The cute little lizard intently peering at you from behind the pet-shop glass isn't an impulse purchase, as he'll come with a pricey setup and distinct needs for his species. Some lizards are content with being handled while others shouldn't be grabbed, and some will balloon to a heft much larger than their purchase size. Know what's required for the pet lizard of your choice to decide if you can give him the best home.
The Right Pet
The perfect pet lizard begins with choosing the right species for your situation. Monitors and iguanas require lots of room, while lifespans for many species reach well beyond a decade. Some, such as a bearded dragon or a blue-tongued skink, are willing to be handled, while others, such as chameleons, dislike being picked up by people. Let any new lizard adapt to his habitat for a week before regular handling, and follow handling guidelines to safely support your lizard when out of his enclosure.
Reach out through local reptile societies, animal shelters and classifieds as well as pet stores when shopping for a lizard. Adopting as opposed to purchasing from a pet shop may give you greater insight into the individual personality of the reptile.
Because of salmonella risk, the Centers for Disease Control and Prevention recommends that children under 5 or anyone with a weak immune system not handle reptiles. Avoid cross-contamination by always washing hands after handling reptiles and washing supplies in a room where food is not prepared.
One of the higher costs associated with keeping a lizard is the initial setup. A tank, substrate and decorations should be finely tuned to the needs of the species and recreate as much as possible its natural environmental conditions, whether a ground or climbing lizard. You can find some practical, creative tank decorations at your local home-improvement store, including wide pieces of PVC pipe that serve as easy-to-wash play tunnels and stones for the basking end of the habitat.
Larger is better when picking a secure tank, so your lizard has room to explore and select a warmer or cooler end. Some species require regular warm-water soaks, which can be accomplished with a dish or plastic container placed in the tank or a soak outside the tank in a tub or sink, depending on the lizard's size.
Most lizards are solitary creatures that should be housed alone. Spot-clean the enclosure as you see waste, and change substrate weekly.
If you have a lizard that burrows in substrate, place a heavy water dish on a brick or two to keep him from tipping the container from below. A brick can also make a tip-proof platform for a substrate-level food dish.
Lighting and Heat
If you take a cold-blooded animal into your home and heart, you'll need to replicate some features of his natural environment -- desert, rain forest, steppe, etc. -- as much as possible to keep him happy and healthy. This means providing a UVB light for diurnal species to replicate sunshine on a 12-hour cycle and a basking spot with a heat lamp so your pet can choose to venture into higher temperatures.
Keep a heat and humidity gauge in the enclosure to ensure that you're within range for your particular species.

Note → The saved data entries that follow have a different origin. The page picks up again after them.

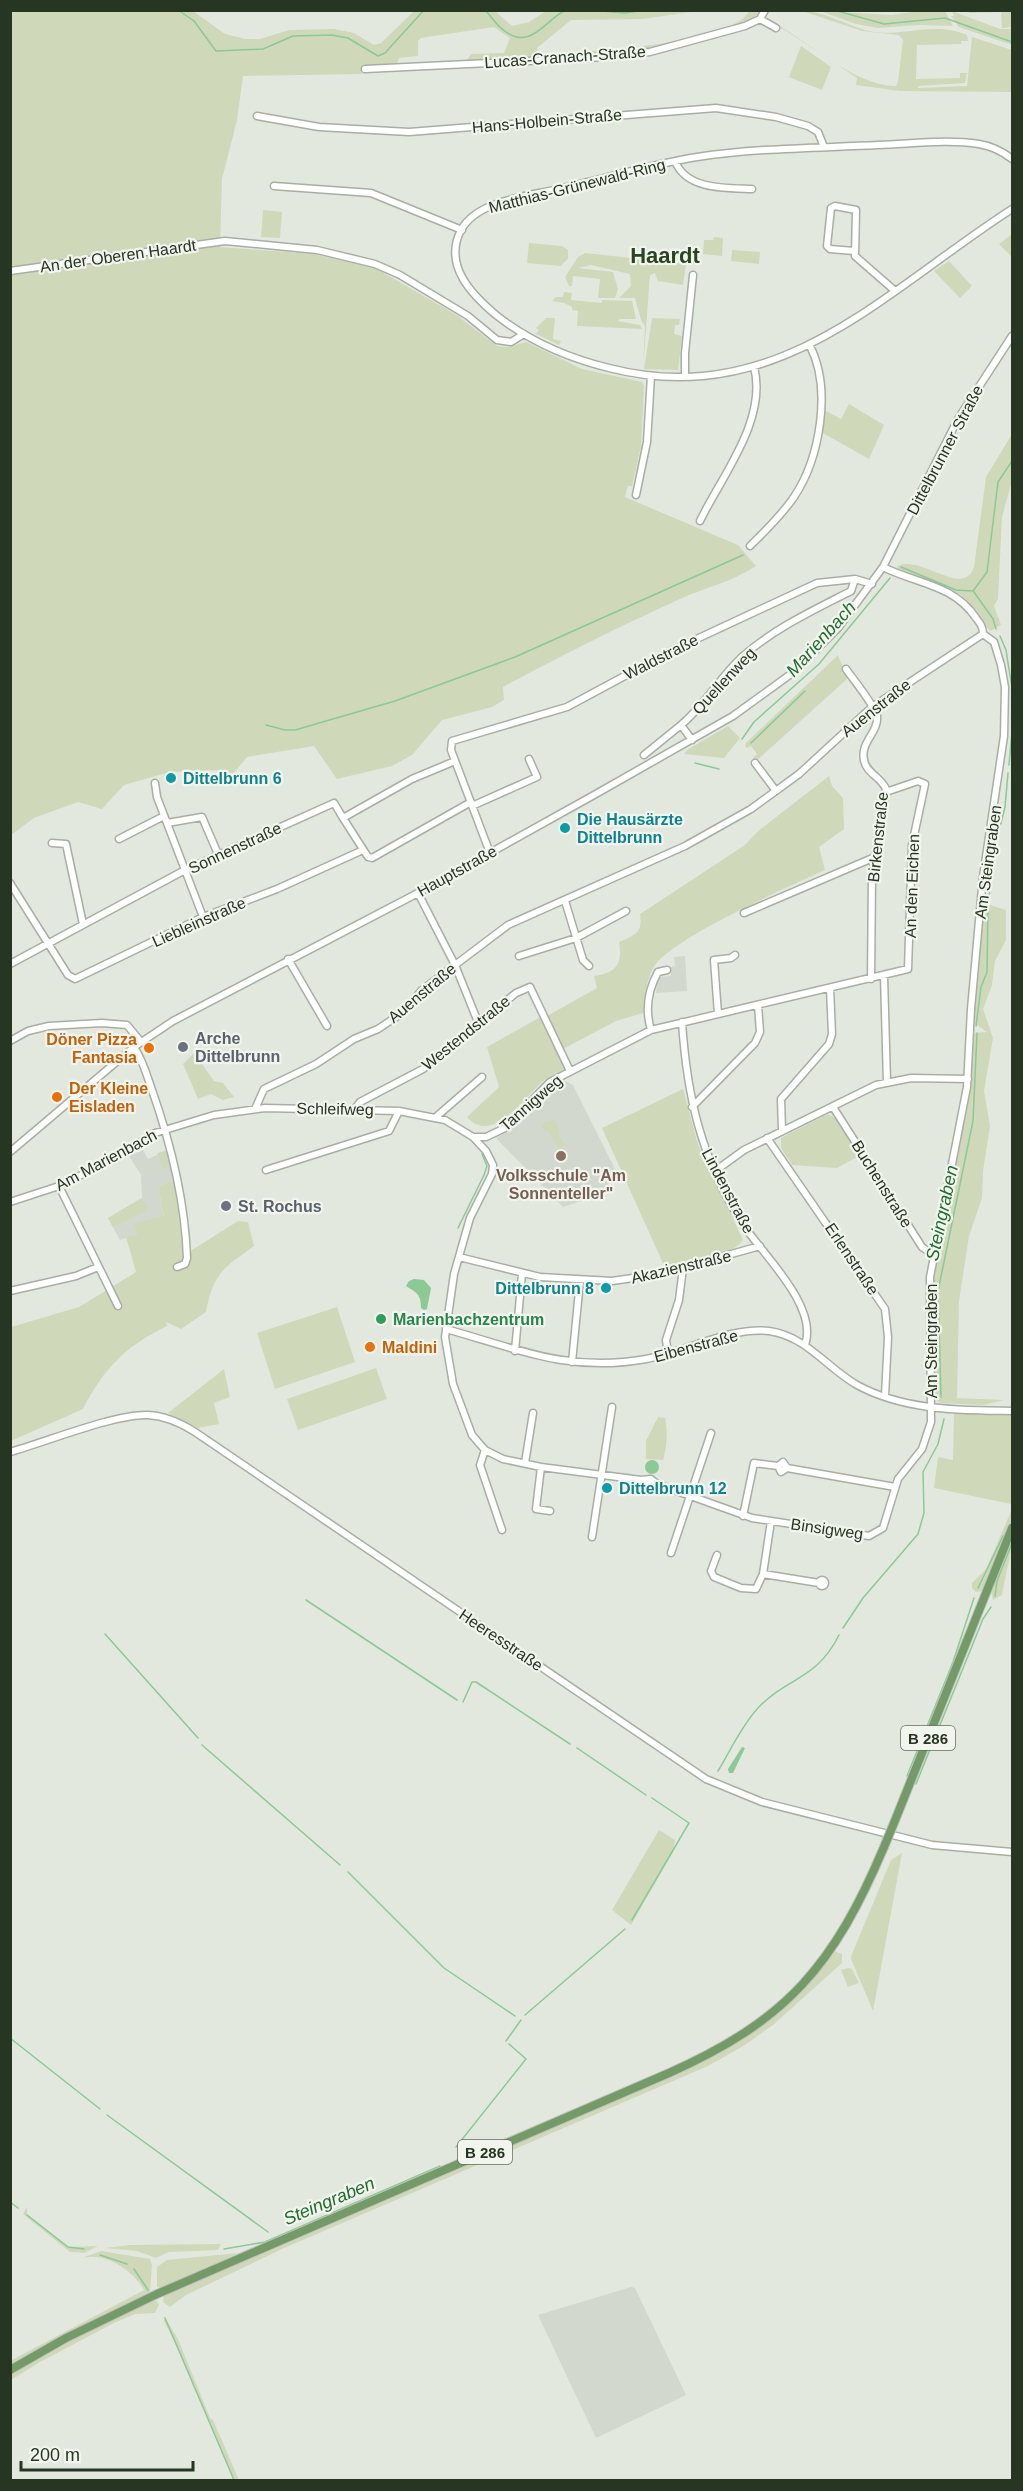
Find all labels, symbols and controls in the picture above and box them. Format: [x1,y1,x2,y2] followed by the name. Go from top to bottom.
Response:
[484,43,646,71] street label: Lucas-Cranach-Straße
[471,106,623,136] street label: Hans-Holbein-Straße
[487,156,667,216] street label: Matthias-Grünewald-Ring
[39,237,198,275] street label: An der Oberen Haardt
[630,243,701,268] district label: Haardt
[904,382,986,518] street label: Dittelbrunner Straße
[782,597,860,681] water label: Marienbach
[621,631,701,683] street label: Waldstraße
[689,644,759,718] street label: Quellenweg
[838,676,914,740] street label: Auenstraße
[183,770,282,787] place label: Dittelbrunn 6
[164,771,178,785] marker: Dittelbrunn 6
[865,791,891,883] street label: Birkenstraße
[972,804,1004,920] street label: Am Steingraben
[577,811,683,846] place label: Die Hausärzte Dittelbrunn
[186,819,284,877] street label: Sonnenstraße
[558,821,572,835] marker: Die Hausärzte Dittelbrunn
[902,834,922,938] street label: An den Eichen
[414,842,500,900] street label: Hauptstraße
[150,894,248,950] street label: Liebleinstraße
[385,960,459,1026] street label: Auenstraße
[419,992,513,1074] street label: Westendstraße
[195,1030,280,1065] place label: Arche Dittelbrunn
[46,1031,137,1066] place label: Döner Pizza Fantasia
[176,1040,190,1054] marker: Arche Dittelbrunn
[142,1041,156,1055] marker: Döner Pizza Fantasia
[497,1071,565,1135] street label: Tannigweg
[69,1080,148,1115] place label: Der Kleine Eisladen
[50,1090,64,1104] marker: Der Kleine Eisladen
[296,1100,374,1118] street label: Schleifweg
[53,1126,159,1194] street label: Am Marienbach
[848,1137,916,1231] street label: Buchenstraße
[699,1146,757,1236] street label: Lindenstraße
[554,1149,568,1163] marker: Volksschule "Am Sonnenteller"
[922,1163,962,1263] water label: Steingraben
[496,1167,626,1202] place label: Volksschule "Am Sonnenteller"
[238,1198,322,1215] place label: St. Rochus
[219,1199,233,1213] marker: St. Rochus
[822,1220,882,1298] street label: Erlenstraße
[629,1247,733,1287] street label: Akazienstraße
[495,1280,594,1297] place label: Dittelbrunn 8
[599,1281,613,1295] marker: Dittelbrunn 8
[923,1284,940,1398] street label: Am Steingraben
[393,1311,544,1328] place label: Marienbachzentrum
[374,1312,388,1326] marker: Marienbachzentrum
[652,1327,740,1365] street label: Eibenstraße
[382,1339,437,1356] place label: Maldini
[363,1340,377,1354] marker: Maldini
[619,1480,727,1497] place label: Dittelbrunn 12
[600,1481,614,1495] marker: Dittelbrunn 12
[790,1516,864,1542] street label: Binsigweg
[456,1606,546,1674] street label: Heeresstraße
[901,1726,955,1750] road number: B 286
[458,2140,512,2164] road number: B 286
[280,2173,378,2229] water label: Steingraben
[21,2434,194,2472] scale bar
[30,2445,80,2465] text: 200 m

Set up your reptile's enclosure in an area that takes fire safety into account. You don't want heat lamps getting knocked over by a child or a cat or an entanglement of electrical cords.
Time to Eat
Some lizards eat live food while others are happy with a garden harvest, but some reptile enthusiasts don't feel comfortable feeding insects or live or frozen animals. Some species are carnivores that need insect protein to survive, while some are omnivores that do best on a mix of greens and fruits with a bit of protein thrown in. Some will accept commercially prepared diets but be sure to supplement these with fresh food. Canned insects can provide diet variety for those squeamish about feeding live bugs; keep tabs on opened cans in the refrigerator and throw out if you see mold or the smell or texture seems odd.
Ask your veterinarian which feeding plan is best for your reptile. The proper time to feed a lizard, as well as how much or how often, varies by species; you may also see a lizard telling you he's hungry by perking up and getting your attention when you pass his enclosure.
If it's your first time keeping a particular species of reptile, make an appointment with an exotics veterinarian for a wellness check. The vet can answer your questions about care, show you how to handle your new pet, and more.